We recently made a switch at my apartment, a big switch. We went from conventional pop-up toaster to toaster oven. Now the toast comes out hot through and through. Hot and dry.

The shit pops out hot as a cracker and dry as a mother. All the more ready to butter, I know, but my fingertips are now calloused from all this handling of hot food product.

The old toaster was a typically temperamental Fred Meyer Everyday (inexpensive) Living product. Sometimes it would burn the toast, other times it would pop it out limp and undone. No worries now – everything comes out crisp and tasty to perfection, if not a bit too dry, when the oven lets out its steady, little beep, beep.

My history with toast goes back years. My first and perhaps fondest memories are of perfectly toasted white in an elderly relative’s kitchen. It was a light golden brown, with butter coverage from enriched crust to enriched crust. The salty sweetness sat on my tongue like a sponge, mingling with my saliva until I began my nimble, amiable process of chewing what I truly believed to be a good friend.

Later my favorite became cinnamon swirl toast.
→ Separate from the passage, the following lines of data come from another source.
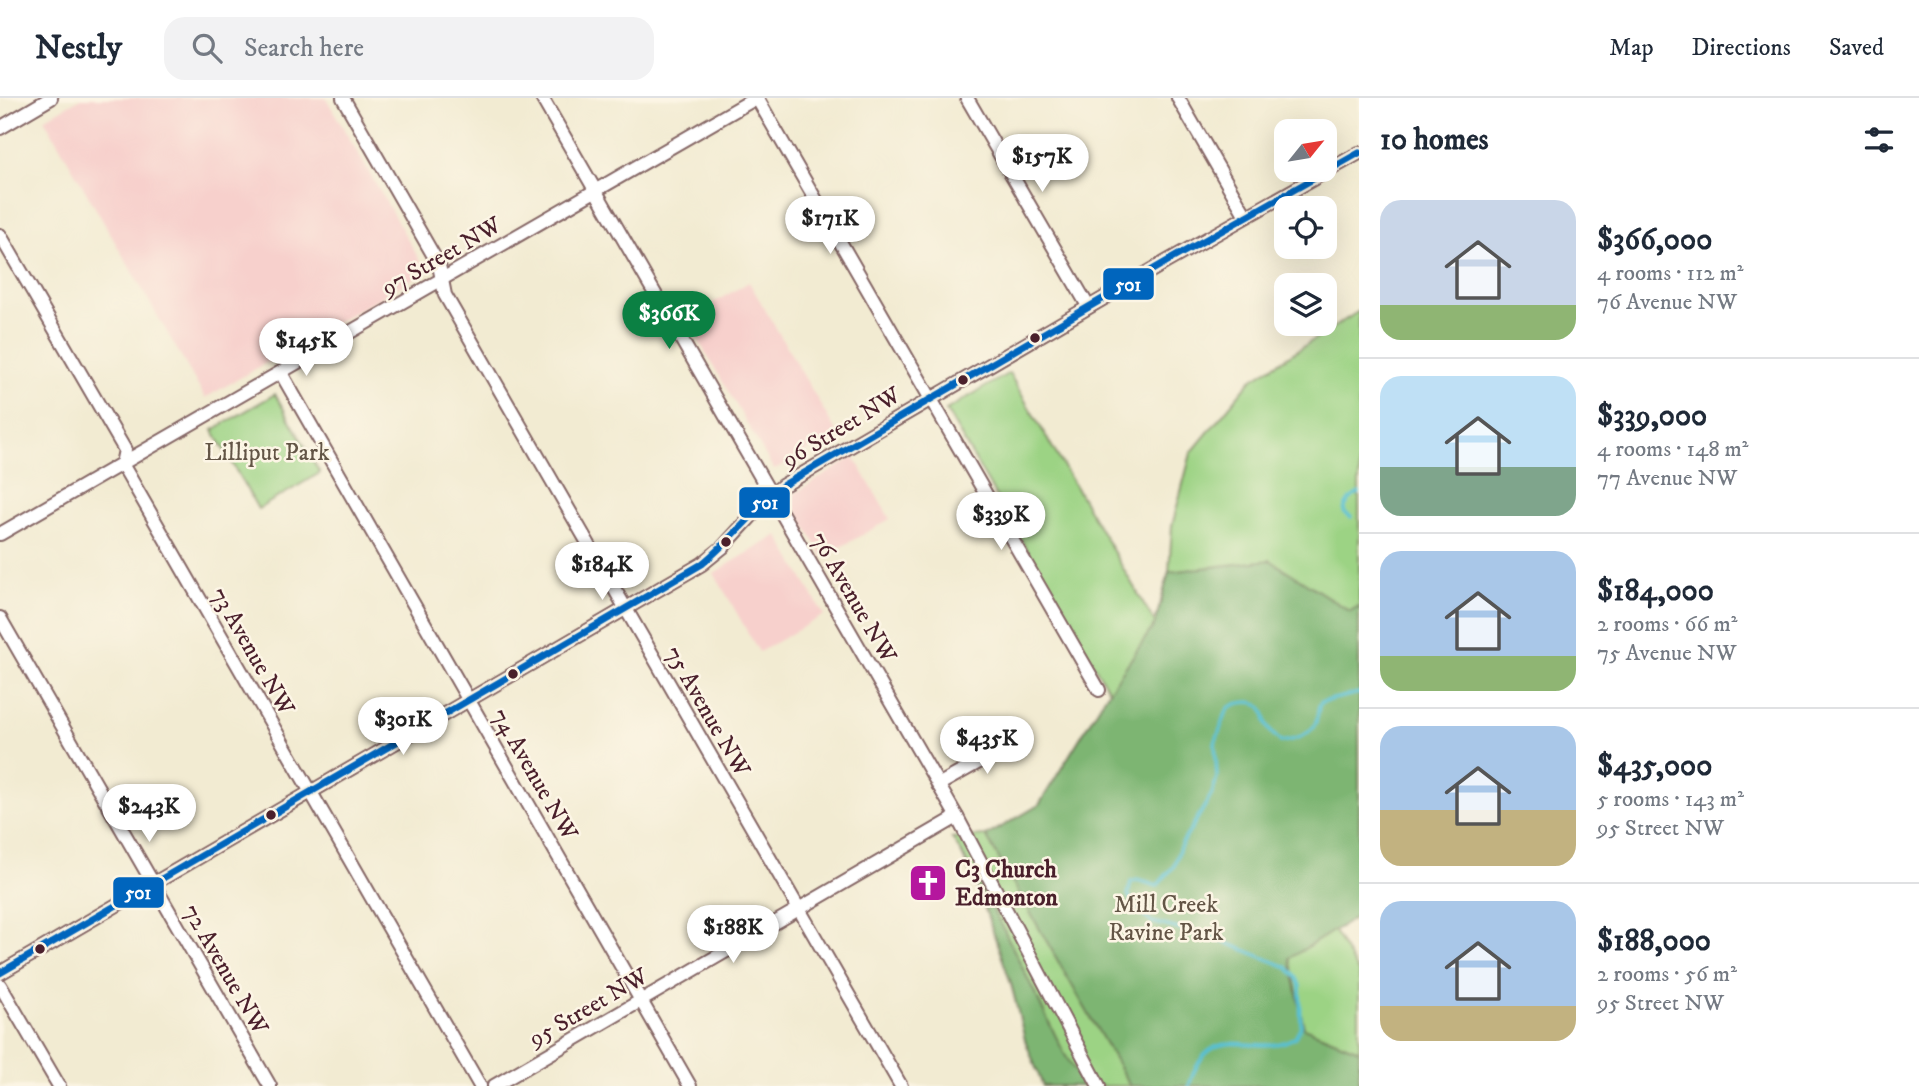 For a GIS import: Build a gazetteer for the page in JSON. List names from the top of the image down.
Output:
{
  "streets": {
    "street": [
      "97 Street NW",
      "96 Street NW",
      "76 Avenue NW",
      "73 Avenue NW",
      "75 Avenue NW",
      "74 Avenue NW",
      "72 Avenue NW",
      "95 Street NW"
    ]
  },
  "crossings": [
    ["97 Street NW", "76 Avenue NW"],
    ["97 Street NW", "73 Avenue NW"],
    ["97 Street NW", "75 Avenue NW"],
    ["97 Street NW", "74 Avenue NW"],
    ["96 Street NW", "76 Avenue NW"],
    ["96 Street NW", "73 Avenue NW"],
    ["96 Street NW", "75 Avenue NW"],
    ["96 Street NW", "74 Avenue NW"],
    ["96 Street NW", "72 Avenue NW"],
    ["76 Avenue NW", "95 Street NW"],
    ["75 Avenue NW", "95 Street NW"],
    ["74 Avenue NW", "95 Street NW"]
  ],
  "parks": ["Lilliput Park", "Mill Creek Ravine Park"],
  "places": {
    "church": ["C3 Church Edmonton"]
  },
  "lines": ["transit line 501"],
  "north": "top right",
  "page": {
    "header": "Nestly",
    "search": "Search here",
    "nav": ["Map", "Directions", "Saved"],
    "heading": "10 homes",
    "price": [
      "$157K",
      "$171K",
      "$366K",
      "$145K",
      "$339K",
      "$184K",
      "$301K",
      "$435K",
      "$243K",
      "$188K"
    ],
    "list": [
      {
        "name": "$366,000",
        "note": "4 rooms · 112 m² · 76 Avenue NW"
      },
      {
        "name": "$339,000",
        "note": "4 rooms · 148 m² · 77 Avenue NW"
      },
      {
        "name": "$184,000",
        "note": "2 rooms · 66 m² · 75 Avenue NW"
      },
      {
        "name": "$435,000",
        "note": "5 rooms · 143 m² · 95 Street NW"
      },
      {
        "name": "$188,000",
        "note": "2 rooms · 56 m² · 95 Street NW"
      }
    ]
  }
}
This I will always equate with the kitchen of my grandparent’s split-level duplex. I will always remember that perfect blend of cinnamon and sugar in my mouth as I looked into the woods out in back of their subdivision.

That brings me to the old-fashioned, homemade cinnamon toast: buttered toast sprinkled with a cinnamon/sugar mixture. The trick was to get the right ratio of sugar to cinnamon – or cinnamon to sugar, I’m not sure which it is. Too much cinnamon and the mixture was powder-dry and pungent in my mouth, while too much sugar left me crunching the sandy white stuff into my molars where it dissolved into the enamel.

Peanut butter on whole wheat bread was my departed grandfather’s favorite. The challenge there was to get enough peanut butter to lend some weight to the snack, but not so much as to render my mouth little more than a manually-driven cement mixer.

Suffice it to say, I love toast. Here are two toast truisms: Marmelade is underrated, and raspberry seeds get stuck in your teeth

About seven years ago a friend and I were on a crazy sourdough toast binge. We would buy these awesome extra-sour round loaves and hang out in the kitchen all day smoking tough and taking turns popping bread into the oven, left ajar and set to “broil.” (We were, sadly, sans toaster.)

However, the greatest legacy of this era was that of the wondrous “toaststick.” No more than a simple stick of butter, the toaststick was our designated, utensil-free method of buttering toast; cradling one end of the butter stick in you palm, simply unwrap the exposed end, pick up the toast with your free hand, and rub. The butter easily and without protest allowed itself to be slathered directly onto the hot piece of freshly-toasted bread. Those were the days. Next week:Coffee!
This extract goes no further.